Here is a quick word of caution for you: don't let DIY (do-it-yourself) become DYI (do-yourself-in).
DYI happens when you do something in your business that you could delegate to someone else, but you are confident that you can do a good job in a reasonable amount of time.
The “good job” and “reasonable amount of time” parts are key.
If you cannot do a good job, you are doing DYI
If you cannot take product photos that make your brand look good, you should hire a photographer. These days, you don't have to spend a lot of money, especially with sites like Product Photography where you can get a product shot on a white background for $60. Depending on how many images you need, you can get that price down to as low as $24 per image.
If you cannot design your own website, hire a designer. If you perform quality work on certain aspects of your site, then do that to save cash, but hire someone else to handle the rest of it.
If you cannot do a good job in a reasonable amount of time, you are doing DYI
If you can do a good job, the next issue you have to consider is whether you can accomplish the task in a reasonable amount of time.
Recently, I spoke with a Maker who has a lovely line of products and her product photos are gorgeous. Her husband has designed some really nice websites in the past, so she has asked him to design her site. He agreed, but after five months, she still has no website.
Her site will look great if her husband designs it, but it will not be completed in a reasonable amount of time. My advice to her was to either give her husband a deadline, or simply hire someone so the site can launch by a certain date.
The same logic applies to everything else. Whether it's product label design, a new logo, a website, or a cover graphic for your Facebook business page, pay attention to what you are losing in terms of professionalism and/or time if you DIY.
If the project will not look good when you finish, or, even if it looks presentable, you'll have to pull your hair out for years to get it that way — all the while making no money to speak of — you will DYI.
Donna Maria, Indie Business Network
There will always be times when you can find step-by-step instructions on how to do something yourself. When that happens, be happy, get it done, and keep on pounding.
But when the information you uncover is outside your current capabilities, or would take an inordinate amount of time for you to learn do, it's time to change your “how to do XYZ myself” search into “who can I pay to do XYZ for me?”
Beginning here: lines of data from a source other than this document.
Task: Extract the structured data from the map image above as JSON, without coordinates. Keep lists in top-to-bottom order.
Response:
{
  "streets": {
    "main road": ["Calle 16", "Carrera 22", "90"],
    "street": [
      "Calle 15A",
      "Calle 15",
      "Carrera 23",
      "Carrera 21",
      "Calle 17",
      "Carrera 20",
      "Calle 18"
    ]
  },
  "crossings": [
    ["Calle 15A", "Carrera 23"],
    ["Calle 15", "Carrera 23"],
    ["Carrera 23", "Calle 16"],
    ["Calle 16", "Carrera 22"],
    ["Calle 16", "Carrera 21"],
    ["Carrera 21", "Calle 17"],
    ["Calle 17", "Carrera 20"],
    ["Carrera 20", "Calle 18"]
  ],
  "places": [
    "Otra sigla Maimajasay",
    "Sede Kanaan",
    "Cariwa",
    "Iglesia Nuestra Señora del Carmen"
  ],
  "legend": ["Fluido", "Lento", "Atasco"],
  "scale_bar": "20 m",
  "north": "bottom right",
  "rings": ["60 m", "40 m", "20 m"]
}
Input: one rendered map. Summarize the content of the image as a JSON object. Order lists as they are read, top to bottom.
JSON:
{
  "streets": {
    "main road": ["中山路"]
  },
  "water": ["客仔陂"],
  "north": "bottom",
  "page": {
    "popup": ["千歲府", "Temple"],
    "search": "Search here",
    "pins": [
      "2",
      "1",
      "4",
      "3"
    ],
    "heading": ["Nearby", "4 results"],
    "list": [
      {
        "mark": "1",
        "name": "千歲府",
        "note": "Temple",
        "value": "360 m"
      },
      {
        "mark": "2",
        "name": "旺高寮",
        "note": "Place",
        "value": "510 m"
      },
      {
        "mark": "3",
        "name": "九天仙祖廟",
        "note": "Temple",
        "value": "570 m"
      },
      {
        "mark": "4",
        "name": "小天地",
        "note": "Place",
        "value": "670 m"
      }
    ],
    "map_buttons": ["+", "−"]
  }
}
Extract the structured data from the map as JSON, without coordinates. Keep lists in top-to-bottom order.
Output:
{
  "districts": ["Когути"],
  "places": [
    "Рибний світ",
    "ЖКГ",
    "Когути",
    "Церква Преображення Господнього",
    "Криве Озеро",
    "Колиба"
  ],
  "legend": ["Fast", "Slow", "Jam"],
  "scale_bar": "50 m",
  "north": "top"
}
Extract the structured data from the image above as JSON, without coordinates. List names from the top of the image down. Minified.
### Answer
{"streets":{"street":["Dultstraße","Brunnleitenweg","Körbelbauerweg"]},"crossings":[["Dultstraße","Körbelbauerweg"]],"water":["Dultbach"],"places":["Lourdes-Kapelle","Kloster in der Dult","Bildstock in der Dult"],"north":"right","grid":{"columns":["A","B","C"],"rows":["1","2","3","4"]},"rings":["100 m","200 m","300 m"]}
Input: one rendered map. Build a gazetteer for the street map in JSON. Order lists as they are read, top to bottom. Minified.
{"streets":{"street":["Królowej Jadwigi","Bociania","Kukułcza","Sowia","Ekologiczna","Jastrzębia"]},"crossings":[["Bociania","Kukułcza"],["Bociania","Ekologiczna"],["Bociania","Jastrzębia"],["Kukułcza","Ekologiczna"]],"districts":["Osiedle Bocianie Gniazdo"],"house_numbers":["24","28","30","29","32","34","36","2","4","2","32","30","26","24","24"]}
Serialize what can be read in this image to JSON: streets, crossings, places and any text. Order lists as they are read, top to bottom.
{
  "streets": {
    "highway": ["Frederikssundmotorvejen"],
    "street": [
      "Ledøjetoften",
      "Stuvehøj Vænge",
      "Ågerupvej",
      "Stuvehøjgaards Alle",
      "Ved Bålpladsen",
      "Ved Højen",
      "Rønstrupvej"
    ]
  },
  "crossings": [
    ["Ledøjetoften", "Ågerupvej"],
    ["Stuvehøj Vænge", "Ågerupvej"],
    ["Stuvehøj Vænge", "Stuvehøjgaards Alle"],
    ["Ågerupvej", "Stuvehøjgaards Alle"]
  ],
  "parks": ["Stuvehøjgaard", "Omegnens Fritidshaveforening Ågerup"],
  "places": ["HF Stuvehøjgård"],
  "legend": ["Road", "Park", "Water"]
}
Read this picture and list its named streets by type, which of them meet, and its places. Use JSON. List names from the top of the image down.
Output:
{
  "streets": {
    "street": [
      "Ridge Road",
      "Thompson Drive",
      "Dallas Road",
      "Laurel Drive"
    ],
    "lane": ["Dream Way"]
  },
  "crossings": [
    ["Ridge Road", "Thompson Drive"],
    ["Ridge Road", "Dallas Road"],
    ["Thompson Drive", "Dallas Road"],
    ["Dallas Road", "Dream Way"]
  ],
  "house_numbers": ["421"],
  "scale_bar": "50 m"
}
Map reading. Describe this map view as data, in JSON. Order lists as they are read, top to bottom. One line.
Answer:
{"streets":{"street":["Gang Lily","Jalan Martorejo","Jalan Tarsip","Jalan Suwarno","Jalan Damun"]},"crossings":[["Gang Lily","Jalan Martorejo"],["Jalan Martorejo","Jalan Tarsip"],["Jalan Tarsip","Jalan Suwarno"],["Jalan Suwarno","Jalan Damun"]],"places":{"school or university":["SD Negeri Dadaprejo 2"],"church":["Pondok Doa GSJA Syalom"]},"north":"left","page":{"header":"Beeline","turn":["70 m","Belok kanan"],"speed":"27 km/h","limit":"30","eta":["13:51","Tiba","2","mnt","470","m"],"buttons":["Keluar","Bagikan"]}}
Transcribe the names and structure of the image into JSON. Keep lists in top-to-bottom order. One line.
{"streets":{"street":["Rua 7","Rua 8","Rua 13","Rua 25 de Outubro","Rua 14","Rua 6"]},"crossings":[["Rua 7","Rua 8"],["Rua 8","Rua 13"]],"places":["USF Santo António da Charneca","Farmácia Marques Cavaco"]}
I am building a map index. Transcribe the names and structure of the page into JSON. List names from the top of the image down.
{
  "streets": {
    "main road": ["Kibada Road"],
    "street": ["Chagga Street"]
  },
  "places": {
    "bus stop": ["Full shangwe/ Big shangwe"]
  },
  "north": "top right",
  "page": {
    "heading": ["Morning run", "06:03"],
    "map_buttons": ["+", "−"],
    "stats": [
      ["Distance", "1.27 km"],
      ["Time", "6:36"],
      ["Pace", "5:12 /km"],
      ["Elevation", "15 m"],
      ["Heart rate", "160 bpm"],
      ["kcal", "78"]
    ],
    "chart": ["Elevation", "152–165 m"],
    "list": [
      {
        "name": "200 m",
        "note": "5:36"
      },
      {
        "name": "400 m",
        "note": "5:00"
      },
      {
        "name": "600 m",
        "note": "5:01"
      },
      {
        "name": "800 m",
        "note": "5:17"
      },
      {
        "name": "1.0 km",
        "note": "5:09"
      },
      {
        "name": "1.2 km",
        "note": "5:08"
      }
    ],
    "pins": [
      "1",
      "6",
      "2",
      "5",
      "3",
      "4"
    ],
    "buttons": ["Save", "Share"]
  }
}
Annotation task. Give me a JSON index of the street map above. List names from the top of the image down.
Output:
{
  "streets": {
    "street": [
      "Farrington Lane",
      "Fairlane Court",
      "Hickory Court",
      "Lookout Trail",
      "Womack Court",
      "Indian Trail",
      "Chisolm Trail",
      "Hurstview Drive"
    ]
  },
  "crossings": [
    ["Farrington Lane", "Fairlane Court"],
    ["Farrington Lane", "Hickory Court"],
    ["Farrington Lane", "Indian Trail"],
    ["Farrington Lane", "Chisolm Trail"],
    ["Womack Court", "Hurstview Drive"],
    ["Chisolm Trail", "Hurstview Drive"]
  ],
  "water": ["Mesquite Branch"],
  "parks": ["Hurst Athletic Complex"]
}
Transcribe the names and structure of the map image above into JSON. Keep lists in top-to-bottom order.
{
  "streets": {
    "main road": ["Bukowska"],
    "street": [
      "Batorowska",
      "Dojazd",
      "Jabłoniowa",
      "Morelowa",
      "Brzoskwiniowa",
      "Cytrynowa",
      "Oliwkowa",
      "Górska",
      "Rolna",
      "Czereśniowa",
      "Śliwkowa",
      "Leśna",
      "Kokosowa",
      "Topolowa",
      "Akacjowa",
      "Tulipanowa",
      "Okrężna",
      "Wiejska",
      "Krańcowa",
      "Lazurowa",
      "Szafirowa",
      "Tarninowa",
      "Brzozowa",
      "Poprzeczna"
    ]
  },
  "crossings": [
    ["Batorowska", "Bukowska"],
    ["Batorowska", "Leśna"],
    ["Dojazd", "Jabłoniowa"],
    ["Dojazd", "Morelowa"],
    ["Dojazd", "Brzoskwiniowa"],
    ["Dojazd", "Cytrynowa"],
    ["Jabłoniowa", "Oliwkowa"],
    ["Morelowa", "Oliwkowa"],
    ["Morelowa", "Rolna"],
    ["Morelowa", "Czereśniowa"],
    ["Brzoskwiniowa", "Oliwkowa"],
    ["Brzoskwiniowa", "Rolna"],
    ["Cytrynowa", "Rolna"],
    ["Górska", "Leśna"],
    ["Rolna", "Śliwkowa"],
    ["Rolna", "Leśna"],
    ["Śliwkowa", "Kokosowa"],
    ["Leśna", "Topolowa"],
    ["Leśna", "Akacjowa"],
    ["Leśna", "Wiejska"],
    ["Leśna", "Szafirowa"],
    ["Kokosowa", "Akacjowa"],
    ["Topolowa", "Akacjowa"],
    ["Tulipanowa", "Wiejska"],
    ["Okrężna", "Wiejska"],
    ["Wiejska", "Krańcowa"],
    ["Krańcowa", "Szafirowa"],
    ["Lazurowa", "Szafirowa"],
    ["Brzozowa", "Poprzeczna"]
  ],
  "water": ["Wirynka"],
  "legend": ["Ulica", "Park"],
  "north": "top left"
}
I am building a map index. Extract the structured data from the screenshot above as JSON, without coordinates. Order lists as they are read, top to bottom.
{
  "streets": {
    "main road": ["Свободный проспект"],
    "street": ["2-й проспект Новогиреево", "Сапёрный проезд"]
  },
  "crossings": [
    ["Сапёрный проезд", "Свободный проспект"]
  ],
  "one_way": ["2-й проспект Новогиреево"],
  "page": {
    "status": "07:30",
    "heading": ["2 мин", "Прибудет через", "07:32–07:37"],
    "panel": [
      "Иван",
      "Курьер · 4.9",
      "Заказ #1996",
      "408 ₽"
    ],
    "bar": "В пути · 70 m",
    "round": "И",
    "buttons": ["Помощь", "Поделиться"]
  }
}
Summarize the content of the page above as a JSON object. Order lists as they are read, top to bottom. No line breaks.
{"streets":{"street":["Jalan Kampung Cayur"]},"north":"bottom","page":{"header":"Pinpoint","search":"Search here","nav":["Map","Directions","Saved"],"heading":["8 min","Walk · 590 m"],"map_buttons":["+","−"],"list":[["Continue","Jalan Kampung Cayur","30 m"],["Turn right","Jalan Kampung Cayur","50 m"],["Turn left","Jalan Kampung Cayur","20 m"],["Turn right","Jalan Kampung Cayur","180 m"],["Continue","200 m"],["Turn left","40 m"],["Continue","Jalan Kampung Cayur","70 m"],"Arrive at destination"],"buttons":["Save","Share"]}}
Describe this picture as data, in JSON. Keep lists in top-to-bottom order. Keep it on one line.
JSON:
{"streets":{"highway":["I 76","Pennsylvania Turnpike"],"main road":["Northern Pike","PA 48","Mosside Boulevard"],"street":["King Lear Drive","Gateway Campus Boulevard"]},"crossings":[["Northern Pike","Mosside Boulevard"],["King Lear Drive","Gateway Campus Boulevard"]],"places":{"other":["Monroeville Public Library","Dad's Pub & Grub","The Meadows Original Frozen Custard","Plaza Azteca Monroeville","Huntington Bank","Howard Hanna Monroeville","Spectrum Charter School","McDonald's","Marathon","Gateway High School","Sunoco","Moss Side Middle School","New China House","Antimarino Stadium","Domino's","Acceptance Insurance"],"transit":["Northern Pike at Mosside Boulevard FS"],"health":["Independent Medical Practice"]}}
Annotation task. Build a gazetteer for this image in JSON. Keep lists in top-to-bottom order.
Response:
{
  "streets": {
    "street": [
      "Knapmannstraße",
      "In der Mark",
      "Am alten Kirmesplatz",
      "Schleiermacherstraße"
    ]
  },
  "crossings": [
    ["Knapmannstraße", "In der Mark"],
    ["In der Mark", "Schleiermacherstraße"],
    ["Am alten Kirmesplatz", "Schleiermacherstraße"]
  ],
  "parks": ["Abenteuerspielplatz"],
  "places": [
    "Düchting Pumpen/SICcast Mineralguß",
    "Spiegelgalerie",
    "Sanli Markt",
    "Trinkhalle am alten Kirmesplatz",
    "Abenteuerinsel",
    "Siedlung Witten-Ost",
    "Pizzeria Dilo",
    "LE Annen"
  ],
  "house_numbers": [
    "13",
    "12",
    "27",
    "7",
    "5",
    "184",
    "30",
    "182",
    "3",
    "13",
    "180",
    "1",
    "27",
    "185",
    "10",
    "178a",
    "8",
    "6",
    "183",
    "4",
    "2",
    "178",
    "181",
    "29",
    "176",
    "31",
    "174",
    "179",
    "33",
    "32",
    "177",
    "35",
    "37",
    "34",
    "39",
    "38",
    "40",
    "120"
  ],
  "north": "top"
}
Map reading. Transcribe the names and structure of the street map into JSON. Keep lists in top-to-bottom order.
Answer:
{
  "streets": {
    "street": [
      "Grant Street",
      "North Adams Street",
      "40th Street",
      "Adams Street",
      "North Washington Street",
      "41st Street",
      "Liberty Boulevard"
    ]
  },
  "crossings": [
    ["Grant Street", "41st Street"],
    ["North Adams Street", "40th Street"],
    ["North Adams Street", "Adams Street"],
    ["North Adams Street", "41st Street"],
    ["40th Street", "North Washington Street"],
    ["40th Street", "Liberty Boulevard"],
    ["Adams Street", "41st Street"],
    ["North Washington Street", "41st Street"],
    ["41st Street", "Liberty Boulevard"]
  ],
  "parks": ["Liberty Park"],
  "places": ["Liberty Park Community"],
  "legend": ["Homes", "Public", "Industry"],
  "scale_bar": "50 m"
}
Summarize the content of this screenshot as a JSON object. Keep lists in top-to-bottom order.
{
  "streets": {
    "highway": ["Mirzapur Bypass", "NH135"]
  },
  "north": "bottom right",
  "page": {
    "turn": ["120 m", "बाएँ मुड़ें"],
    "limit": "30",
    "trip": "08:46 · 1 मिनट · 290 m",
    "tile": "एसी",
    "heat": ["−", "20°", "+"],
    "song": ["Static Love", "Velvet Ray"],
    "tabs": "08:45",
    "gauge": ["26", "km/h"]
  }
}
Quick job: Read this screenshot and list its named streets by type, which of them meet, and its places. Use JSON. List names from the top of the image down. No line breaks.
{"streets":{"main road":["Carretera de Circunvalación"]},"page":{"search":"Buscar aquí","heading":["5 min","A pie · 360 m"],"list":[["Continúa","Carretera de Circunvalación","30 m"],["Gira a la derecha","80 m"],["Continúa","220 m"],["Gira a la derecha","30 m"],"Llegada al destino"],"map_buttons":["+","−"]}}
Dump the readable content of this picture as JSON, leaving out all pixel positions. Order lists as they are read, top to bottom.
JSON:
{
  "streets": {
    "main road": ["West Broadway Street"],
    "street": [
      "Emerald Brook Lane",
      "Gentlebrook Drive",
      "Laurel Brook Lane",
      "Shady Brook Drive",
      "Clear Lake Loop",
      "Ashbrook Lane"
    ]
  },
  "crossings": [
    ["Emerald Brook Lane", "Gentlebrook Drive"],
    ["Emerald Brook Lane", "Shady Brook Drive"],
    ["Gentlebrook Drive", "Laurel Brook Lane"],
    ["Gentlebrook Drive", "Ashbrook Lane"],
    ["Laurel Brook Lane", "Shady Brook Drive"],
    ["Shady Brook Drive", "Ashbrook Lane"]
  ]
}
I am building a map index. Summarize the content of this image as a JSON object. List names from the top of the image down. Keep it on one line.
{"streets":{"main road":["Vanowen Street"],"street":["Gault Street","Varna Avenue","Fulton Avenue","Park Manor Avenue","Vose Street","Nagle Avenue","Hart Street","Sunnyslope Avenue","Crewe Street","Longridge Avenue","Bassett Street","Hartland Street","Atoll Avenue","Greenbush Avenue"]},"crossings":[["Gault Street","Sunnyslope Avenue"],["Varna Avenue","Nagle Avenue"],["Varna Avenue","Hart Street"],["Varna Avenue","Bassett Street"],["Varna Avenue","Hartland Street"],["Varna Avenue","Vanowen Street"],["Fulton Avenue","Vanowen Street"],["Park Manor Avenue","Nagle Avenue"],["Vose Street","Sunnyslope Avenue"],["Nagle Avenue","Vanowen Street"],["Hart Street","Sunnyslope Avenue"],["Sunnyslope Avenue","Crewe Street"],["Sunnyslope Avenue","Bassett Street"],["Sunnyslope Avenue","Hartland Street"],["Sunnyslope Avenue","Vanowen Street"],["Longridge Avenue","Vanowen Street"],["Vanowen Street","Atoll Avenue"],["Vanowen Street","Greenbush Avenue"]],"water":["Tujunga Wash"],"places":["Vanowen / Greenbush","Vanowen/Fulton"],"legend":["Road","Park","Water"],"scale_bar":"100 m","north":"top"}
In each instance, it boils down to a business choice, and you as the leader of your business must make it.
When choosing between DIY and paying someone to do it for you, don't let DIY become DYI.
Have you ever let DIY become DYI? What happened? What valuable lessons did you learn that would help others avoid the same fate? Are you struggling now with whether or not to DIY in a particular area? Feel free to share in the comments below, or share on Facebook, Twitter, and LinkedIn.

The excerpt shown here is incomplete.